Head out on the Highway: U.S. 11

Today’s post is the eighth in our reprint of the 1941 publication Mississippi Tourist Guide, which focused on the many attractions along Mississippi’s newly paved highways. (Check out the Intro if you missed it.) 

Note: In the booklet, the paragraphs about Jones Community College and Camp Shelby were disconnected from the rest of the text in a way that made sense in a bound paper booklet, but didn’t in a digital format, so I’ve moved those paragraphs to be geographically correct.

U.S. Highway 11

U.S. Highway 11 runs diagonally across the southeastern corner of the State through the swelling ridges and red clay hills of east central Mississippi; and at the southern end, where it junctions with U.S. 90, passes across a small part of the Coastal Meadow. In the vicinity of Meridian, where U.S. 11 begins its swing across the state, great hills with unbroken forests of longleaf pines crowd to the edge of the highway. Then, almost abruptly the route breaks from the forest into the country where most of the great forests have been completely cut out. Southwest of Laurel and Hattiesburg the land shows the efforts of the people to meet the problems left by a dying lumber industry. In place of the pines are seen orchards of pecan, tung and satsuma trees. Between Poplarville and Picayune is concentrated the tung oil production of the State. In the spring, when the waxy white blossoms stretch mile after mile along the highway, the landscape resembles a Chinese countryside rather than a Southern state. At the southern end of the route the land drops noticeably into the flat, marshy meadow bordering the Coast. Here, the vegetation takes on a tropical look and the tourist realizes that he is in the vicinity of the South’s famous resort center, the sunny Mississippi Gulf Coast.
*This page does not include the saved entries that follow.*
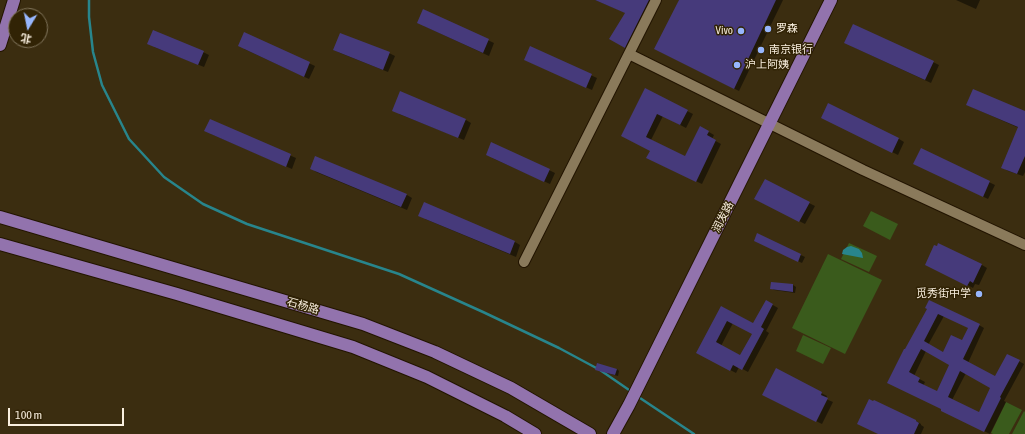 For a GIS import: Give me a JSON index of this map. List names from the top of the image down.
{
  "streets": {
    "main road": ["润发路", "石杨路"]
  },
  "places": [
    "罗森",
    "Vivo",
    "南京银行",
    "沪上阿姨",
    "觅秀街中学"
  ],
  "scale_bar": "100 m",
  "north": "bottom"
}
Meridian, second largest city in the state, is an important railway and highway junction point. Here, U.S. 11 begins its winding course through beautiful pine hills down to Enterprise and Stafford Springs, two typical woodland towns.

Laurel, 58 miles below Meridian, is a model of progress and diversification which have served to maintain the prosperity of this wide-awake community.

Between Laurel and Hattiesburg is Ellisville, one of the county seats of Jones County. Jones County Junior College located at Ellisville is one of the most progressive institutions of higher learning in the State. In proportion with its steadily increasing enrollment, the physical plant of the school and its faculty have been expanded and today it is recognized for its superlative and exceptional educational facilities and record.

Below Laurel U.S. 11 comes to Hattiesburg, site of Camp Shelby, Fourth Corps Area Army Camp.

Camp Shelby, located 10 miles from Hattiesburg on Highway 49, and only 65 miles north of the famous Mississippi Gulf Coast, is one of America’s finest and largest military training camps. A two-division camp, its personnel totals approximately 58,000 soldiers–second largest camp in point of numbers in the United States. During the World War Camp Shelby won the enviable reputation of being the most healthy of American military camps. That record is being maintained today. While Camp Shelby served as a receiving center for Mississippi selectees and volunteers, most of its personnel comes from the Middle West with large contingents from Ohio being located there.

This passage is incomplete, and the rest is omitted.